Multi Node Profiling with Nsight Systems

Greetings,

I want to know what are the best practices to profile a PyTorch multi-node training job with SLURM. I am interested in:

  • Communication and synchronization between nodes
  • GPU memory utilization
  • NIC metrics and data exchange
  • Event timeline (something similar to Horovod timeline).
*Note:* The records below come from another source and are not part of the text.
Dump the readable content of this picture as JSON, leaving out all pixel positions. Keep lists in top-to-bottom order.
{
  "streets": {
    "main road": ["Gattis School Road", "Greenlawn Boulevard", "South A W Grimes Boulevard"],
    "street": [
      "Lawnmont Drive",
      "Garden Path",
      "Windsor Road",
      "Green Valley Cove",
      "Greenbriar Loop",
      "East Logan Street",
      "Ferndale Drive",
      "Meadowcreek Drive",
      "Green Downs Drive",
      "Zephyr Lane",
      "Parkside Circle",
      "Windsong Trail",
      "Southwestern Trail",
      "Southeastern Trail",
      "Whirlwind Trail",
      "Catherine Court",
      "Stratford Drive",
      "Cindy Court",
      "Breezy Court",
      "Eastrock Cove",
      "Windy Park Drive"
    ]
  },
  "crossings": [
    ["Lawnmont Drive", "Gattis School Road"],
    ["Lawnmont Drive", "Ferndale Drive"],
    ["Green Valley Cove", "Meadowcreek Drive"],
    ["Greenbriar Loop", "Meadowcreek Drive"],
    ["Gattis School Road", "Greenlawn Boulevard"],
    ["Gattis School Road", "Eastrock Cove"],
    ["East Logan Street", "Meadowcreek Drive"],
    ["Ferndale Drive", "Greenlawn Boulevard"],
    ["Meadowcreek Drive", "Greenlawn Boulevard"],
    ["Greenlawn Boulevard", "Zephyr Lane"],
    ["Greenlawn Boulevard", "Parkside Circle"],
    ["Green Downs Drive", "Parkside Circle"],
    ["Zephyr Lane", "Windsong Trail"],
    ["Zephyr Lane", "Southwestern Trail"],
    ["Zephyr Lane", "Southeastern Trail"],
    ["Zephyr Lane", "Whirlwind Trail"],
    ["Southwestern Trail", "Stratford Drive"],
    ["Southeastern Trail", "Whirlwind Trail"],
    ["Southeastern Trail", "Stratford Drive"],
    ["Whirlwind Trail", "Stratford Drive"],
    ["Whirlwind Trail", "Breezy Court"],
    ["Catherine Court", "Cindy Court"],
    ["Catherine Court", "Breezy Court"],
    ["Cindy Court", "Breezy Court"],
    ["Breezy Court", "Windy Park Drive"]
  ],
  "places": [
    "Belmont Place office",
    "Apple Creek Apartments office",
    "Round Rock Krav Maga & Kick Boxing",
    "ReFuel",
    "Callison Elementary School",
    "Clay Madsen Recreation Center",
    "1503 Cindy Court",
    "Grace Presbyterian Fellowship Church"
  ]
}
For now I am using this command

srun nsys profile -w true --trace=cuda,nvtx,osrt,cudnn,cublas,mpi --cudabacktrace=true -x true --gpu-metrics-device=all --sample=none --force-overwrite=true --nic-metrics=true \
    --duration=120 --capture-range=cudaProfilerApi --output=logs/${EXP_NAME}/%q{SLURM_NODEID}_%q{SLURM_PROCID}.nsys-rep \
    $torchrun_cmd

Moreover, I watched a YouTube video and it mentions this in the slides

I am not sure what does it mean and how to write the command to avoid this.

Best Regards

Greetings,

The video is suggesting to move your nsys execution into a script, so that you can modify the command line arguments based on if it is the “local rank 0”. The rationale for that is because if you have multiple ranks that are running on the same physical machine, the run will fail because GPU metrics collection can only be done by one process at a time. NIC metrics are also a “system-wide” collection, so there is no reason to collect it multiple times by each rank on the machine.

Make a script (e.g. profile-app.sh) and put the nsys profile .... command in it, but without --nic-metrics or --gpu-metrics-device. Then include in the suggested logic that will append those options back onto the command line if it is the local rank 0.

Finally, change your srun command to simply be:

srun profile-app.sh

So If I have one node per machine, this doesn’t apply to my case, right?
Also, do you have any recommendation to the collection command I am using?

Thanks

Correct, if you only have one process per machine being launched, then there is no need to make modifications to the command line.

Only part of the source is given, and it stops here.